WHAT NEEDS TO BE DONE: Images excluded, reproduce each line of the records exactly as it stands.

(Collected data entries)
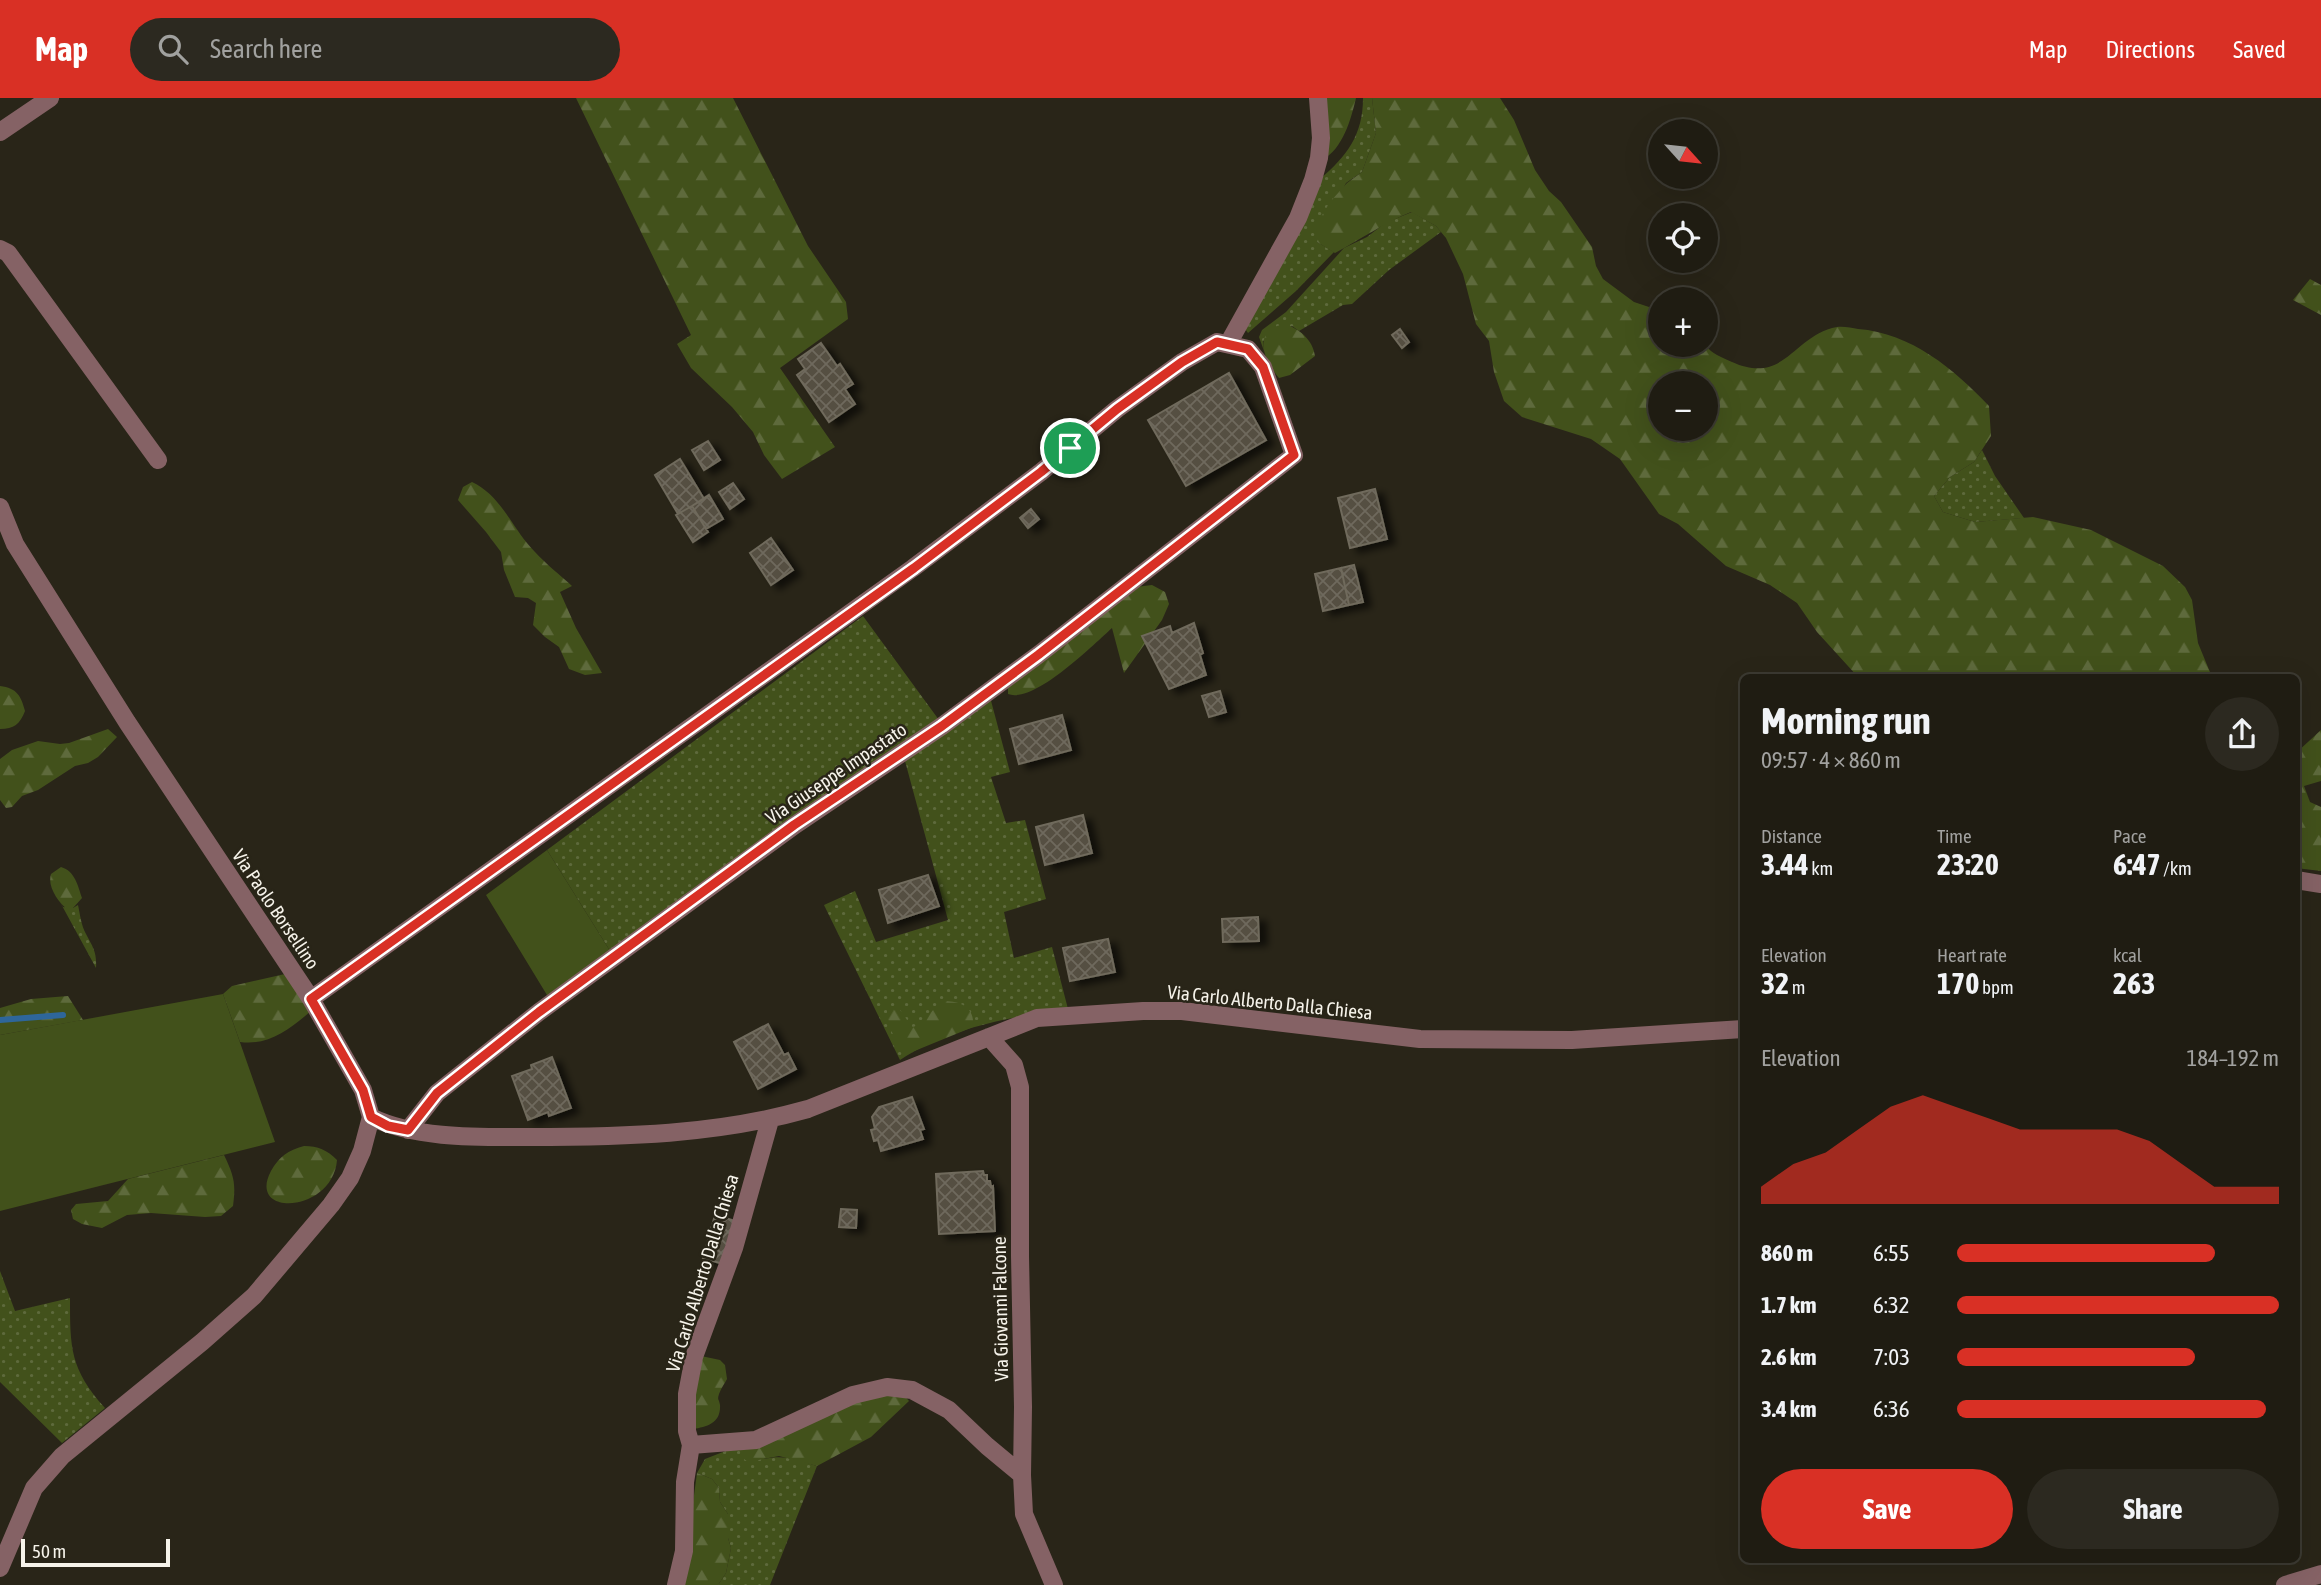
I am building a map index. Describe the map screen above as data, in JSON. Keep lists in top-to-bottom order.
{
  "streets": {
    "street": [
      "Via Giuseppe Impastato",
      "Via Paolo Borsellino",
      "Via Carlo Alberto Dalla Chiesa",
      "Via Giovanni Falcone"
    ]
  },
  "crossings": [
    ["Via Giuseppe Impastato", "Via Carlo Alberto Dalla Chiesa"],
    ["Via Paolo Borsellino", "Via Carlo Alberto Dalla Chiesa"],
    ["Via Carlo Alberto Dalla Chiesa", "Via Giovanni Falcone"]
  ],
  "scale_bar": "50 m",
  "north": "bottom right",
  "page": {
    "header": "Map",
    "search": "Search here",
    "nav": ["Map", "Directions", "Saved"],
    "map_buttons": ["+", "−"],
    "heading": ["Morning run", "09:57 · 4 × 860 m"],
    "stats": [
      ["Distance", "3.44 km"],
      ["Time", "23:20"],
      ["Pace", "6:47 /km"],
      ["Elevation", "32 m"],
      ["Heart rate", "170 bpm"],
      ["kcal", "263"]
    ],
    "chart": ["Elevation", "184–192 m"],
    "list": [
      {
        "name": "860 m",
        "note": "6:55"
      },
      {
        "name": "1.7 km",
        "note": "6:32"
      },
      {
        "name": "2.6 km",
        "note": "7:03"
      },
      {
        "name": "3.4 km",
        "note": "6:36"
      }
    ],
    "buttons": ["Save", "Share"],
    "scale": "50 m"
  }
}
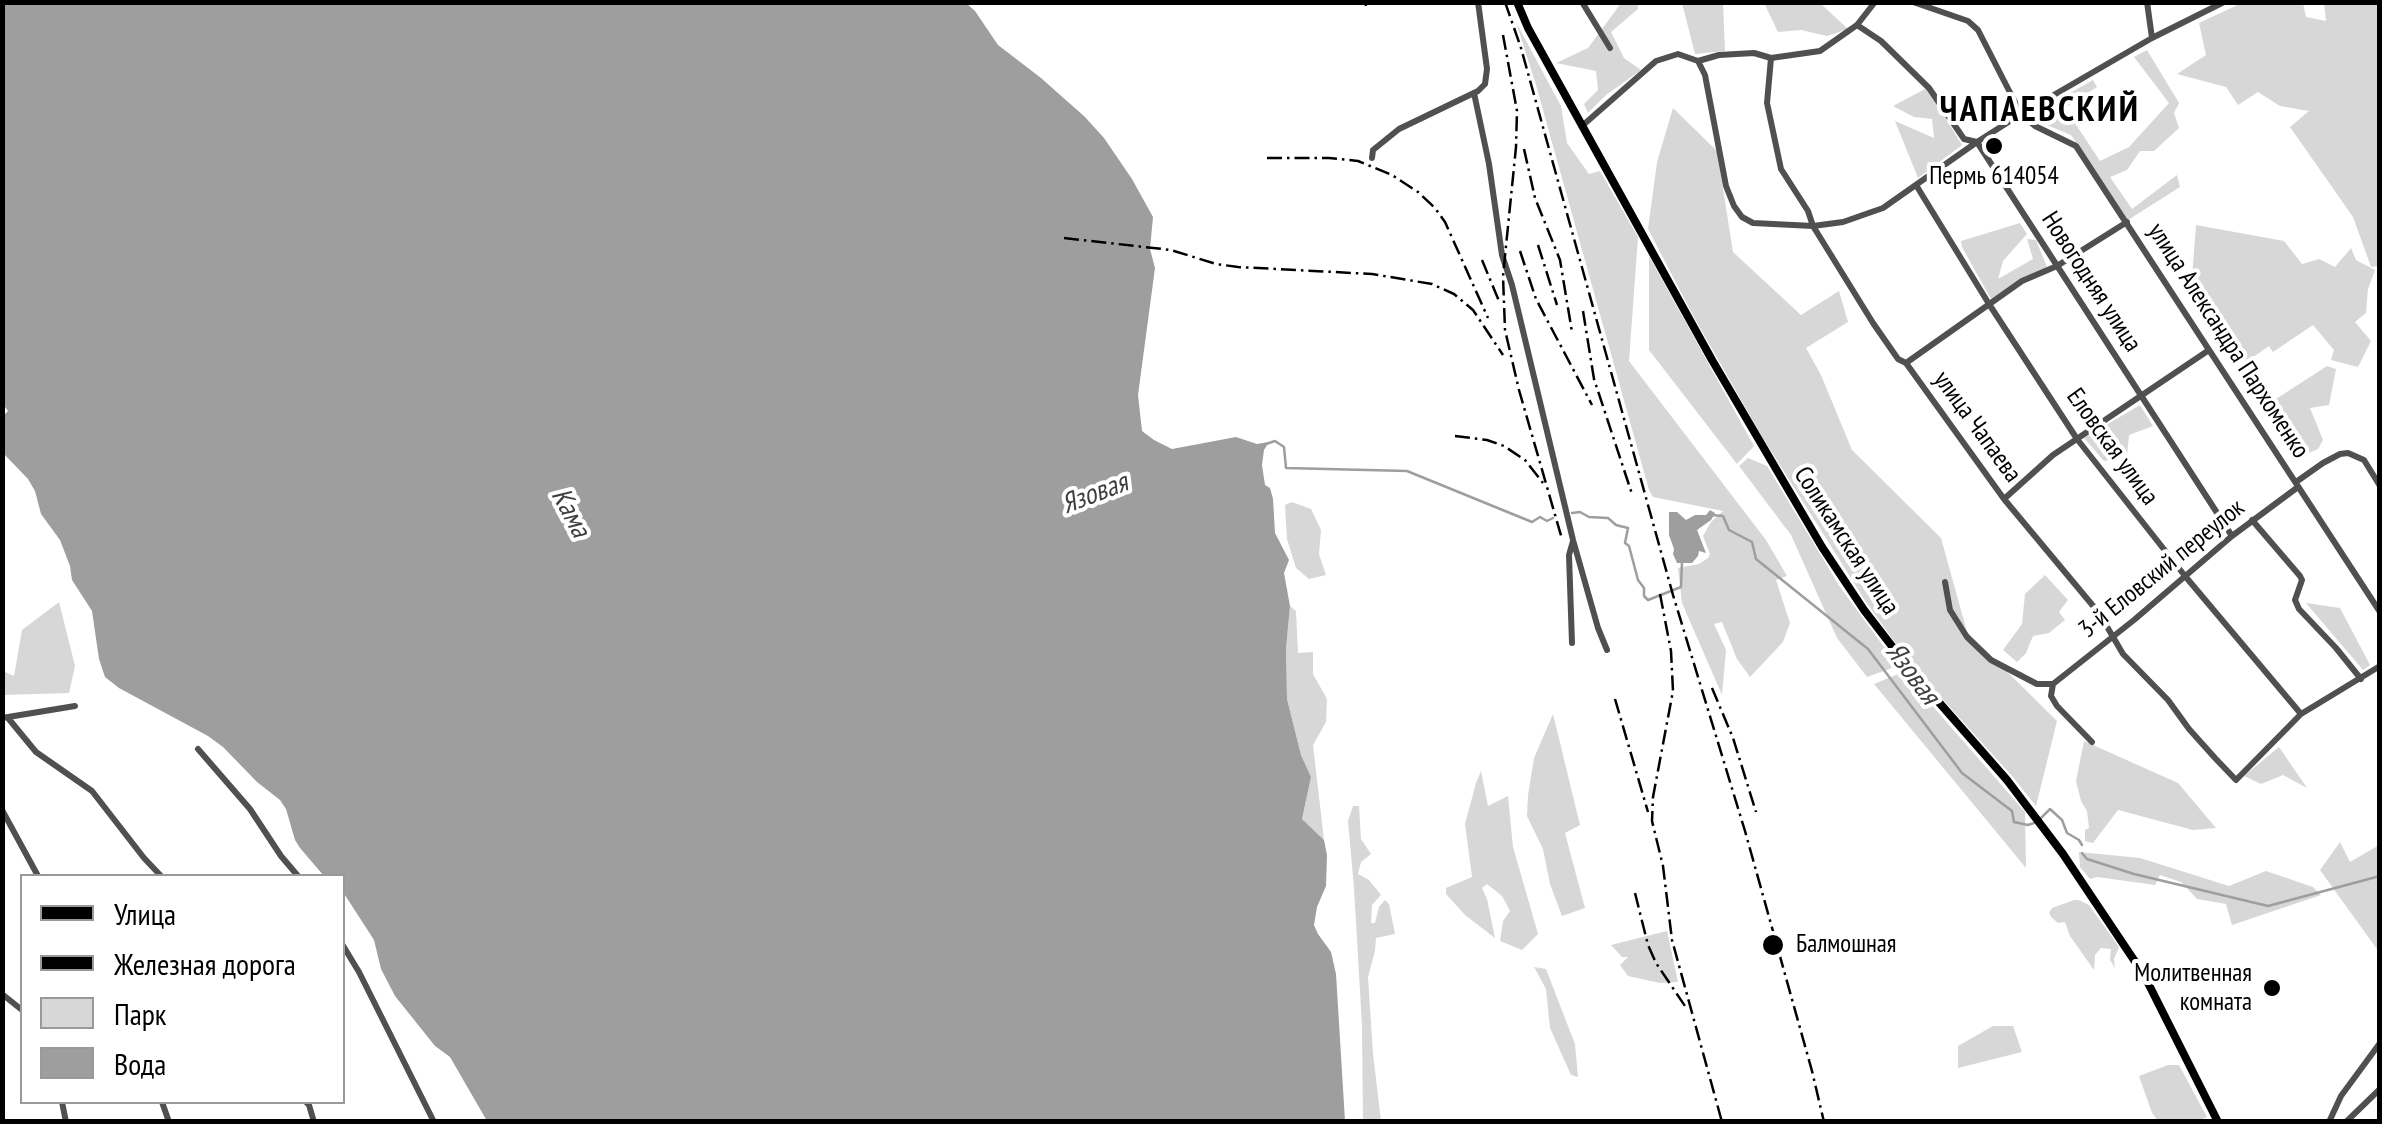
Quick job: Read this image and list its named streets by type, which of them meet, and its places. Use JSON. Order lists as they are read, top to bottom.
{
  "streets": {
    "main road": ["Соликамская улица"],
    "street": [
      "Новогодняя улица",
      "улица Александра Пархоменко",
      "улица Чапаева",
      "Еловская улица",
      "3-й Еловский переулок"
    ]
  },
  "crossings": [
    ["Новогодняя улица", "3-й Еловский переулок"],
    ["улица Александра Пархоменко", "3-й Еловский переулок"],
    ["улица Чапаева", "Еловская улица"],
    ["улица Чапаева", "3-й Еловский переулок"],
    ["Еловская улица", "3-й Еловский переулок"]
  ],
  "districts": ["ЧАПАЕВСКИЙ"],
  "water": ["Язовая", "Кама"],
  "places": ["Пермь 614054", "Балмошная", "Молитвенная комната"],
  "legend": [
    "Улица",
    "Железная дорога",
    "Парк",
    "Вода"
  ]
}
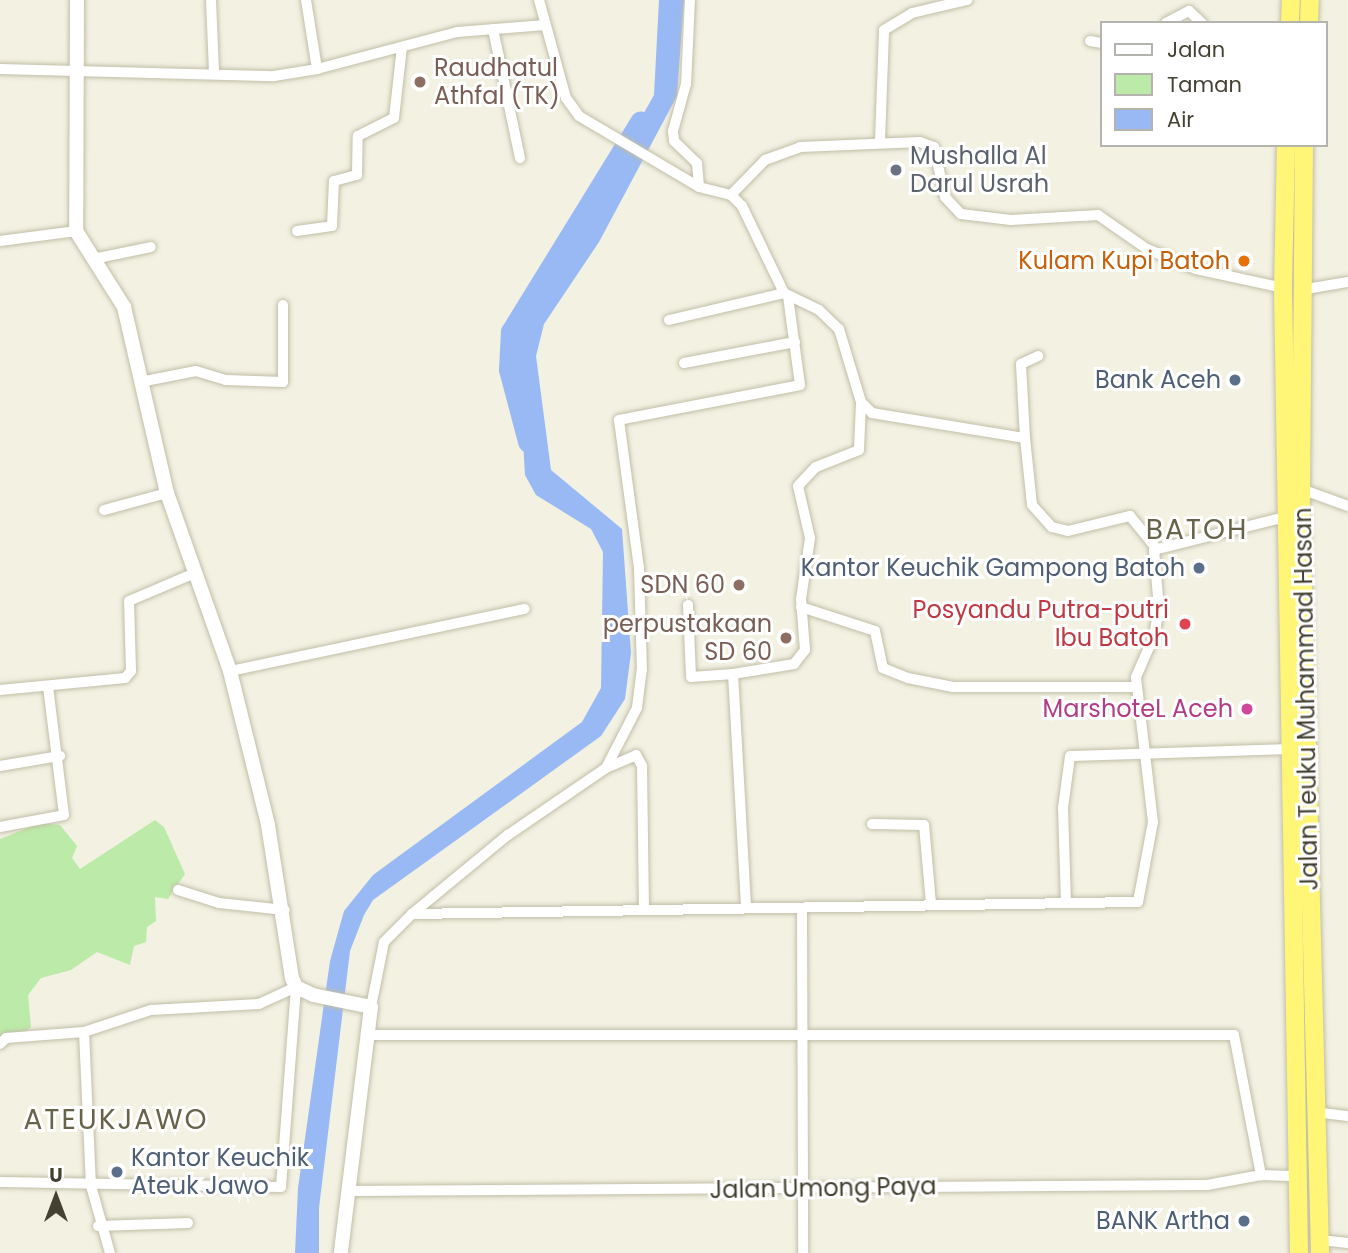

SOLUTION FOR THIS PROBLEM:
I am building a map index. Describe the map screen above as data, in JSON. Keep lists in top-to-bottom order.
{
  "streets": {
    "street": [
      "Via Giuseppe Impastato",
      "Via Paolo Borsellino",
      "Via Carlo Alberto Dalla Chiesa",
      "Via Giovanni Falcone"
    ]
  },
  "crossings": [
    ["Via Giuseppe Impastato", "Via Carlo Alberto Dalla Chiesa"],
    ["Via Paolo Borsellino", "Via Carlo Alberto Dalla Chiesa"],
    ["Via Carlo Alberto Dalla Chiesa", "Via Giovanni Falcone"]
  ],
  "scale_bar": "50 m",
  "north": "bottom right",
  "page": {
    "header": "Map",
    "search": "Search here",
    "nav": ["Map", "Directions", "Saved"],
    "map_buttons": ["+", "−"],
    "heading": ["Morning run", "09:57 · 4 × 860 m"],
    "stats": [
      ["Distance", "3.44 km"],
      ["Time", "23:20"],
      ["Pace", "6:47 /km"],
      ["Elevation", "32 m"],
      ["Heart rate", "170 bpm"],
      ["kcal", "263"]
    ],
    "chart": ["Elevation", "184–192 m"],
    "list": [
      {
        "name": "860 m",
        "note": "6:55"
      },
      {
        "name": "1.7 km",
        "note": "6:32"
      },
      {
        "name": "2.6 km",
        "note": "7:03"
      },
      {
        "name": "3.4 km",
        "note": "6:36"
      }
    ],
    "buttons": ["Save", "Share"],
    "scale": "50 m"
  }
}
Quick job: Read this image and list its named streets by type, which of them meet, and its places. Use JSON. Order lists as they are read, top to bottom.
{
  "streets": {
    "main road": ["Соликамская улица"],
    "street": [
      "Новогодняя улица",
      "улица Александра Пархоменко",
      "улица Чапаева",
      "Еловская улица",
      "3-й Еловский переулок"
    ]
  },
  "crossings": [
    ["Новогодняя улица", "3-й Еловский переулок"],
    ["улица Александра Пархоменко", "3-й Еловский переулок"],
    ["улица Чапаева", "Еловская улица"],
    ["улица Чапаева", "3-й Еловский переулок"],
    ["Еловская улица", "3-й Еловский переулок"]
  ],
  "districts": ["ЧАПАЕВСКИЙ"],
  "water": ["Язовая", "Кама"],
  "places": ["Пермь 614054", "Балмошная", "Молитвенная комната"],
  "legend": [
    "Улица",
    "Железная дорога",
    "Парк",
    "Вода"
  ]
}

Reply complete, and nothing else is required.